(Beginning of DATA SECTION)

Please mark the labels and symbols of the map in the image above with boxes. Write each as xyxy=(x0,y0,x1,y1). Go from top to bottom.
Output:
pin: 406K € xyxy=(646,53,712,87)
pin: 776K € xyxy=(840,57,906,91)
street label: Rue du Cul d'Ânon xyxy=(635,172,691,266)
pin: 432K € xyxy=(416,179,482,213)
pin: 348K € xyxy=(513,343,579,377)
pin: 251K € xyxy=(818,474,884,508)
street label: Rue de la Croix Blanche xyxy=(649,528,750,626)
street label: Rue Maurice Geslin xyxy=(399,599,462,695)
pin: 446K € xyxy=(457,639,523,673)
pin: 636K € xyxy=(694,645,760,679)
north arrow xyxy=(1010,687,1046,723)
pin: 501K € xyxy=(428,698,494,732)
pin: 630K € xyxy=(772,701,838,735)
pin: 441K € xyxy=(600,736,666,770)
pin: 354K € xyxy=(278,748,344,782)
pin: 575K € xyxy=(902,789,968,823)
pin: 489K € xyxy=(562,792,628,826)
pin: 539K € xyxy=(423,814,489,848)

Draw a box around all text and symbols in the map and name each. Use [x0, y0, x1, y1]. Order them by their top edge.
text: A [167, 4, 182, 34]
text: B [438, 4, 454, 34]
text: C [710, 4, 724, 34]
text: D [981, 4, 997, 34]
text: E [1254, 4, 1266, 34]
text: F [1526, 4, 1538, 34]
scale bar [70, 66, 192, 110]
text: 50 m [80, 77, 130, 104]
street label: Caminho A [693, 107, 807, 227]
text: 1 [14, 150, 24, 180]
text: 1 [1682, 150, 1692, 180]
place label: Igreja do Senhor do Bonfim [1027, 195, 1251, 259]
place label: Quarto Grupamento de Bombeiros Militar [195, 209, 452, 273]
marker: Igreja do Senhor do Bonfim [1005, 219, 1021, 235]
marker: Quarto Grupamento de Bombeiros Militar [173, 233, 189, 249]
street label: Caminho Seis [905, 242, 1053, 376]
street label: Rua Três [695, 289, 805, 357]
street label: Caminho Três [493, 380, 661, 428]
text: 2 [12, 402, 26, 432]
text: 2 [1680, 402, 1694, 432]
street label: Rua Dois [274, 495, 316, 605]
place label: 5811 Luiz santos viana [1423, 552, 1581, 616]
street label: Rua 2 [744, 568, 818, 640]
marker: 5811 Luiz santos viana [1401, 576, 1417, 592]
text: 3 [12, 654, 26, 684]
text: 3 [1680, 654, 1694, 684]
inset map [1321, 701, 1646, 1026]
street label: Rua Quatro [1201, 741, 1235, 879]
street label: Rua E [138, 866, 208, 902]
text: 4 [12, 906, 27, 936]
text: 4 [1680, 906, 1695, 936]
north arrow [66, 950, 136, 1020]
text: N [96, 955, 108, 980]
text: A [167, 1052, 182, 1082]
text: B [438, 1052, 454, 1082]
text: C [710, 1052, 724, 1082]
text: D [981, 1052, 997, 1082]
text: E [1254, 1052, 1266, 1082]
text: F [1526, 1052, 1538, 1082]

(End of DATA SECTION)
(Beginning of DATA SECTION)

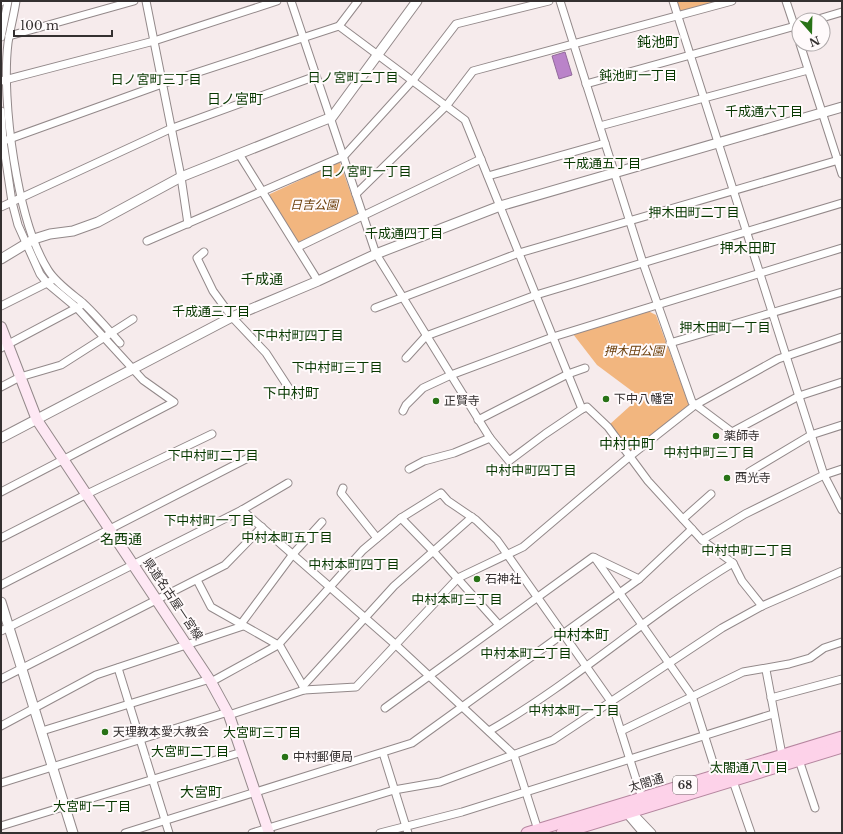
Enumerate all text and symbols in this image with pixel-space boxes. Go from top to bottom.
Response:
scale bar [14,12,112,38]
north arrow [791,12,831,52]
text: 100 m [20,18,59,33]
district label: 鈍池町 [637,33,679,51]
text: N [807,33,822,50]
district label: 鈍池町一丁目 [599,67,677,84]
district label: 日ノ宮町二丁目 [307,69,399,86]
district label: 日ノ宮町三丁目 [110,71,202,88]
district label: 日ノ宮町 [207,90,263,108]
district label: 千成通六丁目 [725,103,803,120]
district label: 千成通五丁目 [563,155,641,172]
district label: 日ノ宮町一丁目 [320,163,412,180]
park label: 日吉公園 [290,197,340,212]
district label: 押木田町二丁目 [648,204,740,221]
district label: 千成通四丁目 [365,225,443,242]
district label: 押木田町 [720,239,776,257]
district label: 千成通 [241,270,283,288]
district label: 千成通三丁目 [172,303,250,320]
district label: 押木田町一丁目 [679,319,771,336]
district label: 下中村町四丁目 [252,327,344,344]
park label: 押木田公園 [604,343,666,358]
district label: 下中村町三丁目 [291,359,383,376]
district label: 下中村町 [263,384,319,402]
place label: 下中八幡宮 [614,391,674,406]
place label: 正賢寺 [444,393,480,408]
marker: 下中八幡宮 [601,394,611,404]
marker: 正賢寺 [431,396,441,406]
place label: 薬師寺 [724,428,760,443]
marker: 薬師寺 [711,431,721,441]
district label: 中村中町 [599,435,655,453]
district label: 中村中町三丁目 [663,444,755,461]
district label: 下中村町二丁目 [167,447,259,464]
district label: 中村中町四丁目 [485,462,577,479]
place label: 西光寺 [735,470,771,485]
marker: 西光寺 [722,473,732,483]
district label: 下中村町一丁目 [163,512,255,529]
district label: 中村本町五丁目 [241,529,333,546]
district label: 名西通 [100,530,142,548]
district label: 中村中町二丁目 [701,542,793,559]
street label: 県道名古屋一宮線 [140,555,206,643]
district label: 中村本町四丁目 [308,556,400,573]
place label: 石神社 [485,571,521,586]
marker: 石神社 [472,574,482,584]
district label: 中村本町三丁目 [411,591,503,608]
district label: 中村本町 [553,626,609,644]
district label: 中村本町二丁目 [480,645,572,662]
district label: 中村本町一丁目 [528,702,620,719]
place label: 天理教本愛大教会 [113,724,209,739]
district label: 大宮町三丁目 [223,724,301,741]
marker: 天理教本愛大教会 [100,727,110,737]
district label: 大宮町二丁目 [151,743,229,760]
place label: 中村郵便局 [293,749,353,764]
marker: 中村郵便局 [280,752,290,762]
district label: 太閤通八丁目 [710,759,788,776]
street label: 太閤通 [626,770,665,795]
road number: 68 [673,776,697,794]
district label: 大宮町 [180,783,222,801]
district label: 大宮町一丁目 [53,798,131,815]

(End of DATA SECTION)

Find every line above where the word "santos" occurs, and copy that line.

EXERCISE SOLUTION:
place label: 5811 Luiz santos viana [1423, 552, 1581, 616]
marker: 5811 Luiz santos viana [1401, 576, 1417, 592]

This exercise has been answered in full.